When Cupid's magic arrow strikes, it can put a song in your heart and a spring in your step.
Now, science is finding that love has an even deeper impact on your emotional and physical well-being.
Even better, the benefits of love are not limited to amour. You can generate the same boon through close friendships, or simply by treating yourself in a more loving way.
To celebrate Valentine's Day, here are five ways love helps your health.
1. Lowers blood pressure.
Valentine's Day is the holiday of the heart. Love protects this most vital of organs by lowering blood pressure.
A Brigham Young University study found that on average, people in marriages had blood pressure readings 4 points lower than those of both singles and unhappily married couples.
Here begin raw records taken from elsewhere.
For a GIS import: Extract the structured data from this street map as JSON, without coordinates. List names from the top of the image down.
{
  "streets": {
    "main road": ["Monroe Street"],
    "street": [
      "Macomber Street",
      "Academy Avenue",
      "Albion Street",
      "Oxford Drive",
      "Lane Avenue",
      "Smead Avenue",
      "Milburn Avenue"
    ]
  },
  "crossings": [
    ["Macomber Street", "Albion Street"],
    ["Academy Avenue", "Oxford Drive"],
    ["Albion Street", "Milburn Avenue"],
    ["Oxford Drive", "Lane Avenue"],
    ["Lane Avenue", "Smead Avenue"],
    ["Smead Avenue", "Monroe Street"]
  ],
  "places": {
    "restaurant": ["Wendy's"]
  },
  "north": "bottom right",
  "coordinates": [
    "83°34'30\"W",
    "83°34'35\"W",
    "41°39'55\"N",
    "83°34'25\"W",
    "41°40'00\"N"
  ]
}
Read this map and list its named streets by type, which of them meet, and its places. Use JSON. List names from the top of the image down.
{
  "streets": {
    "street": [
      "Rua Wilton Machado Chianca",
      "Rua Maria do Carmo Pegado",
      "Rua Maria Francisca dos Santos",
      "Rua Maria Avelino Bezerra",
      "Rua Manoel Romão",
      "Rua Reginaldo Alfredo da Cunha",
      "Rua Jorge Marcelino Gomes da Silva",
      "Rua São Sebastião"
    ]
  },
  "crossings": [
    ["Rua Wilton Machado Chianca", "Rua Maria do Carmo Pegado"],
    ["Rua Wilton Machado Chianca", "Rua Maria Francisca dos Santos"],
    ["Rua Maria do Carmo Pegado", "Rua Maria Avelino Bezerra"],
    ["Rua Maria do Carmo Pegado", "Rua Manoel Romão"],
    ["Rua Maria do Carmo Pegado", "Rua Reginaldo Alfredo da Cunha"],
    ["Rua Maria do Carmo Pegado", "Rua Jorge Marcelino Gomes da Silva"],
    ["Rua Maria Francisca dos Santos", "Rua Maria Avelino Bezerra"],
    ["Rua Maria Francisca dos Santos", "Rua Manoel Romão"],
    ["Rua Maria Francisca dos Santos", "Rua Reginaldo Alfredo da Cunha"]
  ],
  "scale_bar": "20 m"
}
2. Improves mood and boosts pain tolerance.
Snuggling up to the one you love has benefits that go far beyond basic pair bonding, according to researchers at the University of North Carolina.
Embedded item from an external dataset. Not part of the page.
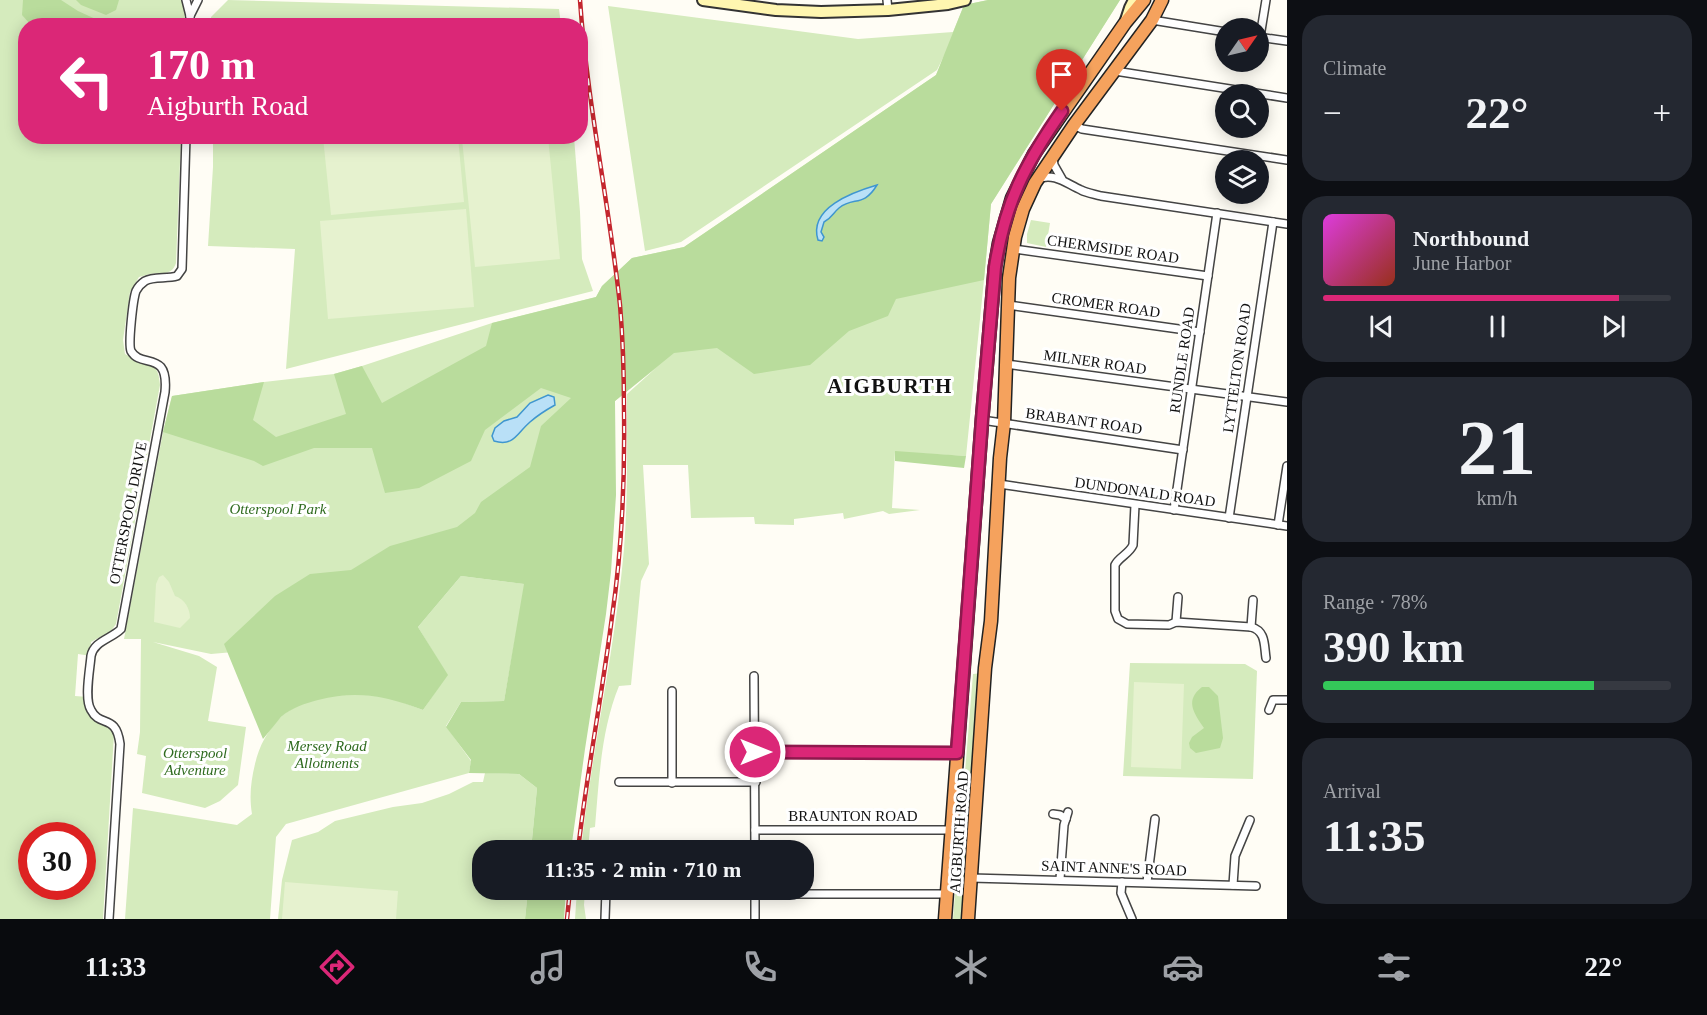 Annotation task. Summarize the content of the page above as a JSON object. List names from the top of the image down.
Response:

They found that couples who hug, hold hands and sit close together tend to have higher levels of the hormone oxytocin.
Oxytocin has a powerful effect on your sense of well-being, says Dr. Cynthia Thaik, a Los Angeles-based cardiologist and author of "Your Vibrant Heart: Restoring Health, Strength, and Spirit from the Body's Core."
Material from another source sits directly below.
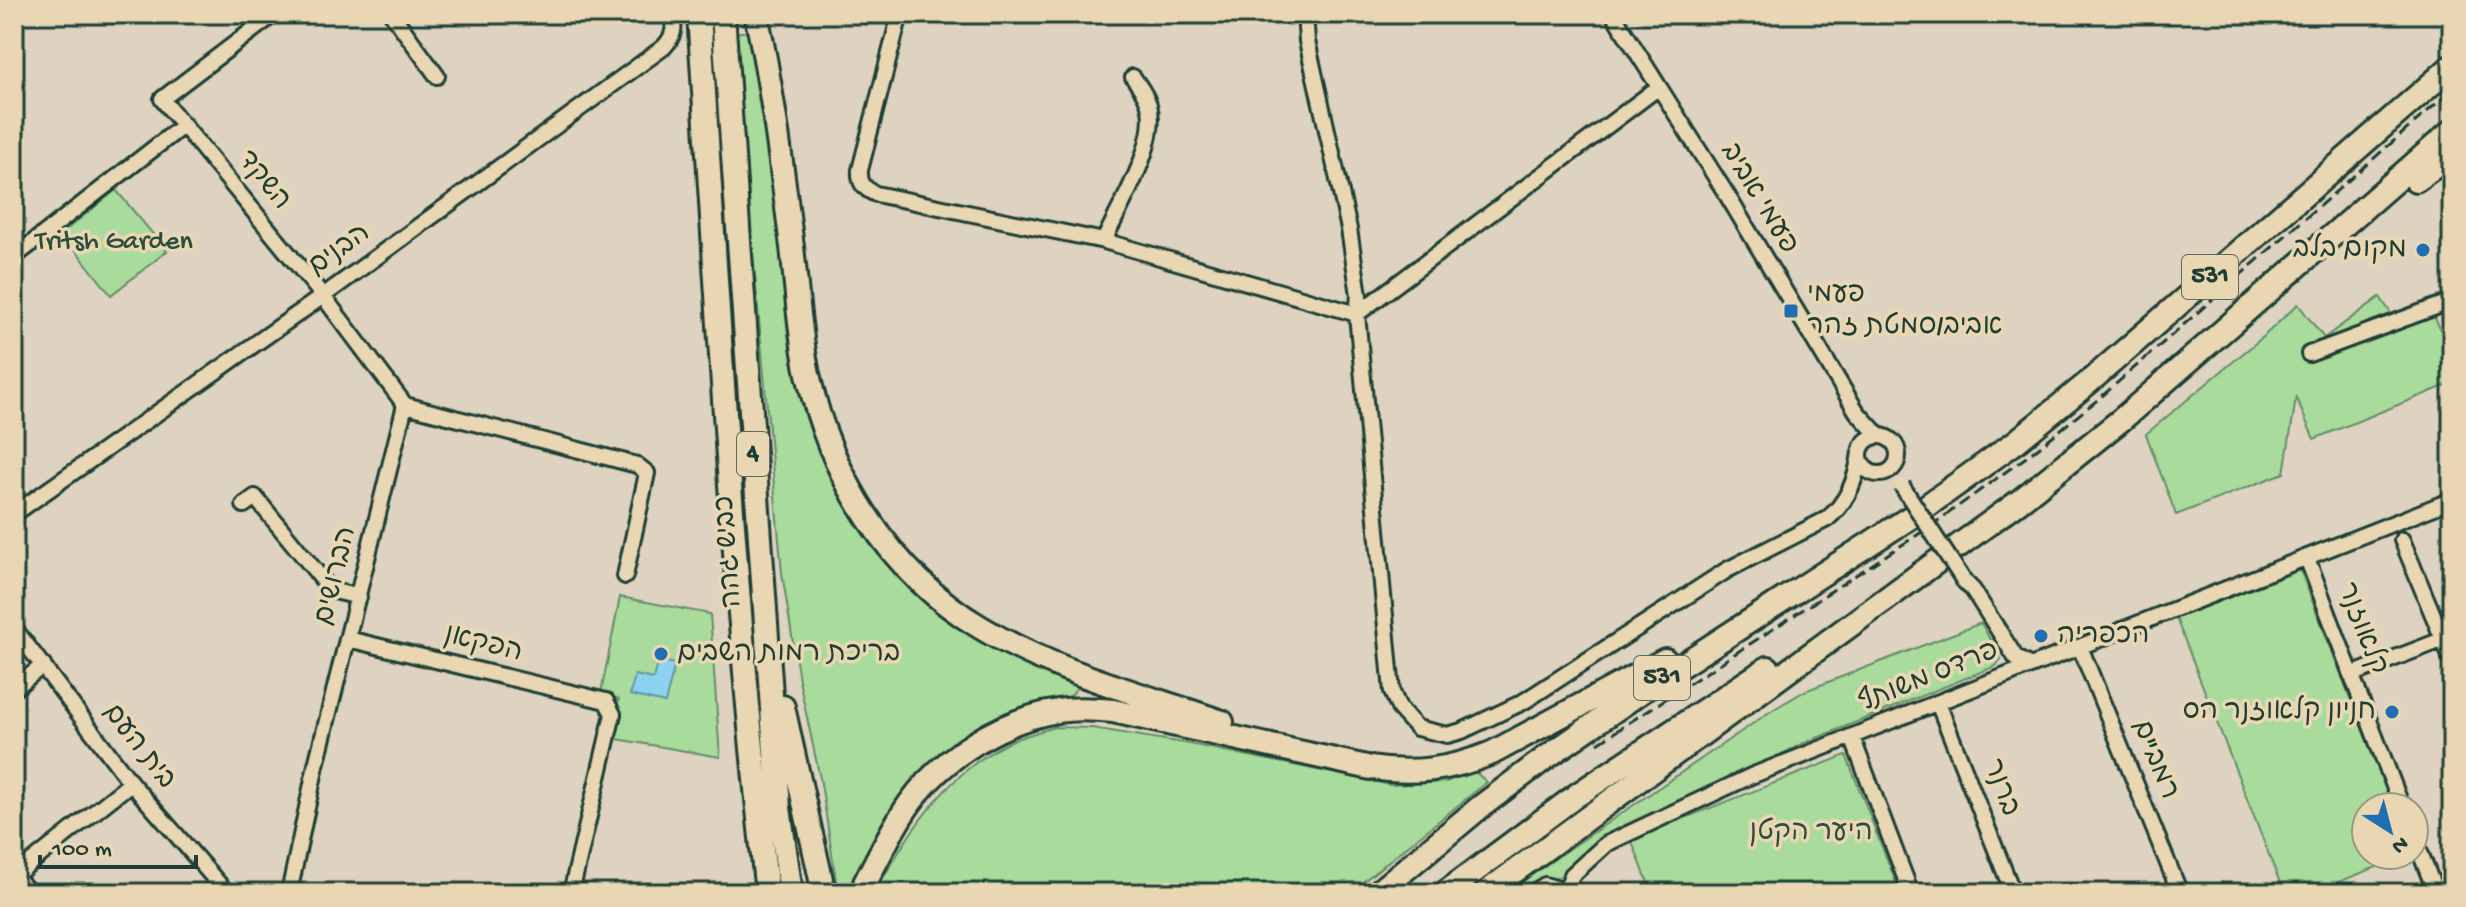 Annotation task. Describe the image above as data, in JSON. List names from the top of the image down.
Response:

"It's called the 'love hormone,'" Thaik says. "It's such a great antidote to stress."
The UNC researchers found that increased oxytocin can lead to improved mood and greater tolerance to pain.
3. Makes you less likely to abuse drugs and alcohol.
People who are married are less likely to smoke, drink heavily or be physically inactive, according to a 2004 report from the Centers for Disease Control and Prevention.
Loving relationships help prevent you from falling prey to substance abuse, says Tammy Tilson, a clinical social worker and therapist with Positive Outlook Sexual Counseling in Towson, Maryland and founder of The MatchPro matchmaking service.
That is because strong connections with other people create bonds and feelings that allow you to soothe yourself in the face of life's challenges.
"You're less likely to get involved in in self-destructive behaviors," she said. "You don't feel you need to resort to drugs or gambling or sex addictions."
4. Improves resistance to illness
Thaik says some studies have found that people in loving relationships are:
- At lower risk for diseases such as diabetes and depression
- Less prone to have increased levels of inflammation
- More likely to have stronger overall immune systems
One study at Ohio State University in Columbus asked married couples to subject themselves to a minor blistering effect on their skin created by a suction device.
Those who engaged in a supportive, 30-minute conversation saw their blistering heal at least 24 hours earlier than couples who conversed about an area of disagreement.
5. Lengthens life.
A U.S. Department of Health and Human Services analysis of recent research states it simply and clearly: "The pattern that married people live longer has been found for more than 100 years and across many countries."
The HHS analysis does note that it remains unclear why this is true, and that it is possible that healthier people choose to marry than unhealthy people.
How to spread the love
Perhaps that best part of this news is that you do not need to be married to get many of the health benefits associated with love.
"I don't want people to think of love as just romantic love," Thaik says. She adds that self-love – in the form of self-care, self-respect and avoiding negative self-talk – provides many of the same benefits as romantic love.
"It's about really paying attention to the thoughts and words that we speak toward ourselves," she says. "It's having that gentle, kind, compassionate approach."
Valentine's Day is also the perfect time to work on sending more loving messages to those close to you. For example, Thaik encourages you to simply smile at those you love "and see their expression change."
Other ways to help someone feel more loved include small gestures such as touching a hand or rubbing a shoulder. Positive words – such as expressing gratitude for someone or telling them you are proud of them – also can have a big impact, Thaik says.
"It's all about the little things," she says.
Tilson also emphasizes the need to think beyond ourselves this Valentine's Day.
"People really get caught up in their own needs," she says. "It's about thinking about the other person, and remembering that when we love someone, we receive some of that back."